> **Goal of the exercise**:
What you return must be every line from the beginning of the data through the line holding "--surface:#fff; --page:#f2f2f3; --text:#1f2937;", unchanged.

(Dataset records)
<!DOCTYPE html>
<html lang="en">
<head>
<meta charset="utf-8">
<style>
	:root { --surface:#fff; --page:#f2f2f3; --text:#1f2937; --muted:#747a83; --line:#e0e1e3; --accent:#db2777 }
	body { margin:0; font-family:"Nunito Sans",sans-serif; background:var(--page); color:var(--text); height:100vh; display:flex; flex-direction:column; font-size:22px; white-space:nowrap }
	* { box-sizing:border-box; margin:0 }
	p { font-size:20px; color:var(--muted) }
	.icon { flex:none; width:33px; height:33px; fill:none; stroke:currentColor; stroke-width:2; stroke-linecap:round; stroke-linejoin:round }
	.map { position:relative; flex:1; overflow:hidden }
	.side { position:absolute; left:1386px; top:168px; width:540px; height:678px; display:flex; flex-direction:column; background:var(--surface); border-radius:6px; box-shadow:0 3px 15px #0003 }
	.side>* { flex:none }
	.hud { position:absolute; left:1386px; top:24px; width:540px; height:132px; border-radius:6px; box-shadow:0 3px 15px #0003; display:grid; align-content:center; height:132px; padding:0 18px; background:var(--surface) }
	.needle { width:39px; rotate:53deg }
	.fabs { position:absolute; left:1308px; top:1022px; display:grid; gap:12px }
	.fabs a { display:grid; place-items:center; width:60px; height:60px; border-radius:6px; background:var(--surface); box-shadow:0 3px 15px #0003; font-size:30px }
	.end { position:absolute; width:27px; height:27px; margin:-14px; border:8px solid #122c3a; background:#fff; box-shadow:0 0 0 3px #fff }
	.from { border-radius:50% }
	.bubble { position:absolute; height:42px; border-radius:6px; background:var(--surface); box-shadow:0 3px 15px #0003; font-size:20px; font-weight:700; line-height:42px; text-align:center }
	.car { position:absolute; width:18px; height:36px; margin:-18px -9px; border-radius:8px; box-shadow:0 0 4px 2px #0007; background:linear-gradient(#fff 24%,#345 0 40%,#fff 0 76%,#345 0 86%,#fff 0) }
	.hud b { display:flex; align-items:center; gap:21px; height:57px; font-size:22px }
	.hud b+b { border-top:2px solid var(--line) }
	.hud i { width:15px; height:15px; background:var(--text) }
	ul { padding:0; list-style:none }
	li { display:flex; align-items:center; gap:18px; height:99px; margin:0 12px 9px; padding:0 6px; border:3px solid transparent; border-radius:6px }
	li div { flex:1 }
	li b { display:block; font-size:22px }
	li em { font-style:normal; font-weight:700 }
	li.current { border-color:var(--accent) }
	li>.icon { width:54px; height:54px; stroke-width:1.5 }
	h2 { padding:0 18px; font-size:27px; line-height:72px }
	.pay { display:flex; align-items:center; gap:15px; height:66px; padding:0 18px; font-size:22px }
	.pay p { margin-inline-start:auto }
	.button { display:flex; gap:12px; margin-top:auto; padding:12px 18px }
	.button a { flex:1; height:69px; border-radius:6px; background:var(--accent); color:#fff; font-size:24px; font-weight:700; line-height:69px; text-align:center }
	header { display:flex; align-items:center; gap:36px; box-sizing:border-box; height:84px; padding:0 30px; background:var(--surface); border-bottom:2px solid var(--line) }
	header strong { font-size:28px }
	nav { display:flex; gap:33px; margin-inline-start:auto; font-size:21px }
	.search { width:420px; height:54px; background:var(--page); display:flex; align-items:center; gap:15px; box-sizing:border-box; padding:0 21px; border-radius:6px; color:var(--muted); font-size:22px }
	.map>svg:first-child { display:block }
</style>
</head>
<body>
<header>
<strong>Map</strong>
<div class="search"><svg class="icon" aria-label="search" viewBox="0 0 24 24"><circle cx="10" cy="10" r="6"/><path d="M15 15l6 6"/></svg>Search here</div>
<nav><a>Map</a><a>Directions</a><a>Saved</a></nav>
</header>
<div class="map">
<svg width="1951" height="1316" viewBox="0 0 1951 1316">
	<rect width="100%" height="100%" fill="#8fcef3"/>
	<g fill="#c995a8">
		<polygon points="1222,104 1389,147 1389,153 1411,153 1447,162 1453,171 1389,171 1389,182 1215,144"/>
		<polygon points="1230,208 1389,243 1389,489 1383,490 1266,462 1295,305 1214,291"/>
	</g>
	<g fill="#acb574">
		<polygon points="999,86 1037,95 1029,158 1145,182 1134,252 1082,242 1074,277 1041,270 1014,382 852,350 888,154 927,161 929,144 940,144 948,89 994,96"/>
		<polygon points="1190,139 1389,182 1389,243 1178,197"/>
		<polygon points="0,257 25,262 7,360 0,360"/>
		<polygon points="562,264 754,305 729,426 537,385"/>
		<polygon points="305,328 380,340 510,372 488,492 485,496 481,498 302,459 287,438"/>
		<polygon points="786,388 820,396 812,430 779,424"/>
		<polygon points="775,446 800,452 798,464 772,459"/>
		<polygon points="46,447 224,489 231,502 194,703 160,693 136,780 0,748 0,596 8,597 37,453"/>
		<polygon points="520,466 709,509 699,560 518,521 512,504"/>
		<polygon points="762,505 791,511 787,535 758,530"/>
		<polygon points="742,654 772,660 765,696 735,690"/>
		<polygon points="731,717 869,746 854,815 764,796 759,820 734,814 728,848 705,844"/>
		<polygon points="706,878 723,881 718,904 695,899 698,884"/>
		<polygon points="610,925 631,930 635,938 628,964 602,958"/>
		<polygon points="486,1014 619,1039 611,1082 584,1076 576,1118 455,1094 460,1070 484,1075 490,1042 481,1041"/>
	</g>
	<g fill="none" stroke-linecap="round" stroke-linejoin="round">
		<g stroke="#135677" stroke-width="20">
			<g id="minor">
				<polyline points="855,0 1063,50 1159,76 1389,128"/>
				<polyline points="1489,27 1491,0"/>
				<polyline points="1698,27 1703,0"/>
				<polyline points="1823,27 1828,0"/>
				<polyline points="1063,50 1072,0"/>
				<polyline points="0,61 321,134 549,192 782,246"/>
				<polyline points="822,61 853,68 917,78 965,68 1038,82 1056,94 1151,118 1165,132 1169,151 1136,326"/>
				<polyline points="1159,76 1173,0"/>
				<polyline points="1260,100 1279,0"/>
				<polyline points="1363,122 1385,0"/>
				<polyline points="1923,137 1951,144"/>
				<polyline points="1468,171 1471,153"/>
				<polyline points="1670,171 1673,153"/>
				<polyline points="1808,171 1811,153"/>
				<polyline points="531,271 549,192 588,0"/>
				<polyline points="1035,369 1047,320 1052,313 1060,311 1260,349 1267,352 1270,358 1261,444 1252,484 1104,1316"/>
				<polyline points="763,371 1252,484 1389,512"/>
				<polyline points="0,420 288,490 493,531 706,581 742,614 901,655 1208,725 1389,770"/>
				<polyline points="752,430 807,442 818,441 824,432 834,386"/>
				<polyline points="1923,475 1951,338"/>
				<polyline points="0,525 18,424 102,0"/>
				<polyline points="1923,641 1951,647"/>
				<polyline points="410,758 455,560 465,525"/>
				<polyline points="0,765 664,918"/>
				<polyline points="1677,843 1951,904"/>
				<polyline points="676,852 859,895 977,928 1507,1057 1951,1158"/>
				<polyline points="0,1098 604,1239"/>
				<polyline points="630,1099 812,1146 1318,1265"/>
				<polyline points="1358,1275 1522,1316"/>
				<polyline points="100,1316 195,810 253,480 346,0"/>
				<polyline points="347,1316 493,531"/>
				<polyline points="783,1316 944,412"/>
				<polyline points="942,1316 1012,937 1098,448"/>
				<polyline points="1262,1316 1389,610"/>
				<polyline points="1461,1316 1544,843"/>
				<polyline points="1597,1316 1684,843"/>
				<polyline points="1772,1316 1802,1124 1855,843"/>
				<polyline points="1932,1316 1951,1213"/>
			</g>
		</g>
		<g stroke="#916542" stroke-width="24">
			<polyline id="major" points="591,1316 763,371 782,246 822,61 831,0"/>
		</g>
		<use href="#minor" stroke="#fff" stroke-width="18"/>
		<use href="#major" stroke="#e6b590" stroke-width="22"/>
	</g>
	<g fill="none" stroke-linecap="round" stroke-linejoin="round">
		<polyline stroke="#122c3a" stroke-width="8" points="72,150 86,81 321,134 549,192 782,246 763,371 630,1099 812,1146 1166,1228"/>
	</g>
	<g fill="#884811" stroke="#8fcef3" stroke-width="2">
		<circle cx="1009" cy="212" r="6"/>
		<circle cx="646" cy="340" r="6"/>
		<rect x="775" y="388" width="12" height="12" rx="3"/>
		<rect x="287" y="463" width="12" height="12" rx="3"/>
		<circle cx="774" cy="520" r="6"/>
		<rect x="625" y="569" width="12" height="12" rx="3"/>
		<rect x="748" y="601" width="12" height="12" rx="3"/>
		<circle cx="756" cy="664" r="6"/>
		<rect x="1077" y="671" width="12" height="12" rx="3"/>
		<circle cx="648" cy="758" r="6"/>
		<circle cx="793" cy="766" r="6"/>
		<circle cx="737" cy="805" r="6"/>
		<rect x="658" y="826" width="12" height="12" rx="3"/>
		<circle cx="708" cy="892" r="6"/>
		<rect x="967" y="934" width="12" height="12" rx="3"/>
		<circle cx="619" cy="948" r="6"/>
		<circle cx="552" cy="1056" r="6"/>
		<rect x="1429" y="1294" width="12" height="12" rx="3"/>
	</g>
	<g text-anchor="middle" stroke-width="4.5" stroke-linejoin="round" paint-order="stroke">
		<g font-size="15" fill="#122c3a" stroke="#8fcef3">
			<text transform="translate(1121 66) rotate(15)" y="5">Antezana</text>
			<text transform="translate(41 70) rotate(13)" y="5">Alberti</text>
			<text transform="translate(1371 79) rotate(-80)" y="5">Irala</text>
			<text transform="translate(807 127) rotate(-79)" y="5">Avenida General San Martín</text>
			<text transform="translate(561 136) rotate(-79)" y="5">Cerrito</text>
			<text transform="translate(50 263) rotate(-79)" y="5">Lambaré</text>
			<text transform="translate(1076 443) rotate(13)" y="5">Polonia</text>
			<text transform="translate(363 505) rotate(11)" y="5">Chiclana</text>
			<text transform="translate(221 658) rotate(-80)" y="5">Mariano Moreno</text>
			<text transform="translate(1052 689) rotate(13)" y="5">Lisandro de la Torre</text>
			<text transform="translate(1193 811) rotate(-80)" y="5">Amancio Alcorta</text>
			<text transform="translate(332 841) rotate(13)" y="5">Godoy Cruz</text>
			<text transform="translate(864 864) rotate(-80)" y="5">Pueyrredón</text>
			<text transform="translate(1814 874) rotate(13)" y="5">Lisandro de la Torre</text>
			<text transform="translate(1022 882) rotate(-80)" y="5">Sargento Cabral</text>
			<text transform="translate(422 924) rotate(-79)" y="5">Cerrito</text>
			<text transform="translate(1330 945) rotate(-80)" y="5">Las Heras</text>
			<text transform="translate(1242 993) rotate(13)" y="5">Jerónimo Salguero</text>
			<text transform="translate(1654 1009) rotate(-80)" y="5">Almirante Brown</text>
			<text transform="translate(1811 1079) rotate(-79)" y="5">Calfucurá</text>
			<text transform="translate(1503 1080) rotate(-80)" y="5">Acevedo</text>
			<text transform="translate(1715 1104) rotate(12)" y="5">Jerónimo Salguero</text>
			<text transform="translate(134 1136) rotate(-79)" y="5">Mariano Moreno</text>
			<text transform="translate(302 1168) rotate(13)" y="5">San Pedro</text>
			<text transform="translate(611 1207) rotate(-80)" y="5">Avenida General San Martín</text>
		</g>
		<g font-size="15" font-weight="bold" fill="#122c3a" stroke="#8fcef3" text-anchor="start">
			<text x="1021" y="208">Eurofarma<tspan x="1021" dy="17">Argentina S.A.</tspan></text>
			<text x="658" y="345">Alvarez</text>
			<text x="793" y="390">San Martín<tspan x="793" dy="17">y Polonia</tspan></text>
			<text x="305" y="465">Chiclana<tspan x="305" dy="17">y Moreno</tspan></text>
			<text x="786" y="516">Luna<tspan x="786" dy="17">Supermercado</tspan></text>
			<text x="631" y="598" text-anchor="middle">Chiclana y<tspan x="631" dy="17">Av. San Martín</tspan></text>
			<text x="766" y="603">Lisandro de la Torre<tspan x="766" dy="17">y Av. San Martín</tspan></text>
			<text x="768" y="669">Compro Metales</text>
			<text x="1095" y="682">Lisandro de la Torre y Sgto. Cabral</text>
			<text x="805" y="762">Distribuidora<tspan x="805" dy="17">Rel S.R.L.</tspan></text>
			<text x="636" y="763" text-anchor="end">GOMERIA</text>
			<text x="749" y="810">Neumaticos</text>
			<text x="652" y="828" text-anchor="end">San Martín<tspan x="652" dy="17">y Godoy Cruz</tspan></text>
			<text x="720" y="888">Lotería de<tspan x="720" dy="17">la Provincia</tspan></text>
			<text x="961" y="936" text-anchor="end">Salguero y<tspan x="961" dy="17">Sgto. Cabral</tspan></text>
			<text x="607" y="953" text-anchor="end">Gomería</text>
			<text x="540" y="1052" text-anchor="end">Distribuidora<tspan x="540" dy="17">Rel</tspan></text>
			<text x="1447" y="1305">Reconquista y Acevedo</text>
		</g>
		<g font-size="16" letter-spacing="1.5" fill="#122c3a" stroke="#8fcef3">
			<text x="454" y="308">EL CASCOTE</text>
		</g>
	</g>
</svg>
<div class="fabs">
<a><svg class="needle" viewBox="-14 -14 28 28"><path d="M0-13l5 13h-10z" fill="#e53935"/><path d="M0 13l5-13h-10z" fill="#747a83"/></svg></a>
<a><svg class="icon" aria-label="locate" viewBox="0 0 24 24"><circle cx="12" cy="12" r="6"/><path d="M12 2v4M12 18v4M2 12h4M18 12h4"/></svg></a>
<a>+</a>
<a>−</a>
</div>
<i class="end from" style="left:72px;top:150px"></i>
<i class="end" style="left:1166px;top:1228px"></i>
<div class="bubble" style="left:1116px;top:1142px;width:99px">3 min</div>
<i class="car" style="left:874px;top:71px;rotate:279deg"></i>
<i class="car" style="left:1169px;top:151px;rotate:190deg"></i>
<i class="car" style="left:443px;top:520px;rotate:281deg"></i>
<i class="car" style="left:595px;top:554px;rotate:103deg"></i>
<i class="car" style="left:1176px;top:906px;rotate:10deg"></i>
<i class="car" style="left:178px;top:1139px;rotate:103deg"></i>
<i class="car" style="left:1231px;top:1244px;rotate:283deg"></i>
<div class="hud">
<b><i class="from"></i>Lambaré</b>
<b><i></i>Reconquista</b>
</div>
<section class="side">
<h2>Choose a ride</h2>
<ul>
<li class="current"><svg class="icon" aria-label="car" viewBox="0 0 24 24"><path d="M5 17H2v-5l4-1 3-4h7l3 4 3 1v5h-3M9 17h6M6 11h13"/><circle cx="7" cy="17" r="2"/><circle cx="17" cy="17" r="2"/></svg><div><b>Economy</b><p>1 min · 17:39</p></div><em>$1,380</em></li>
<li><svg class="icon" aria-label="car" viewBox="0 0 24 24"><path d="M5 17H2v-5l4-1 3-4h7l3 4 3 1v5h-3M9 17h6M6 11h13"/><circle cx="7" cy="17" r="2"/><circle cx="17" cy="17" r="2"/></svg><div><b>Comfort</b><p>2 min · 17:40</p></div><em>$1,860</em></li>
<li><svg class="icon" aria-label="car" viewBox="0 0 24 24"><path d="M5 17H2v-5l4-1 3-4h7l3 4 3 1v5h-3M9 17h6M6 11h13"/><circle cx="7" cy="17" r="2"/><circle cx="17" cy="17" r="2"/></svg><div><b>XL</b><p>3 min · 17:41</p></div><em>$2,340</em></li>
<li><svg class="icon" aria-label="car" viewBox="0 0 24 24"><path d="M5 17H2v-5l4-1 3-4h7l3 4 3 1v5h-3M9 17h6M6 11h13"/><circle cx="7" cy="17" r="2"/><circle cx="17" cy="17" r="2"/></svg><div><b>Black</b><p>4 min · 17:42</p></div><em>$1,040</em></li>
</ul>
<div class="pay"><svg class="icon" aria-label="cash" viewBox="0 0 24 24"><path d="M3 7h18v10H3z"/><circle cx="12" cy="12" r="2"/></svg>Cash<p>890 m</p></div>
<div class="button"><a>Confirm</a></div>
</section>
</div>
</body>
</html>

> **Response**:
<!DOCTYPE html>
<html lang="en">
<head>
<meta charset="utf-8">
<style>
	:root { --surface:#fff; --page:#f2f2f3; --text:#1f2937; --muted:#747a83; --line:#e0e1e3; --accent:#db2777 }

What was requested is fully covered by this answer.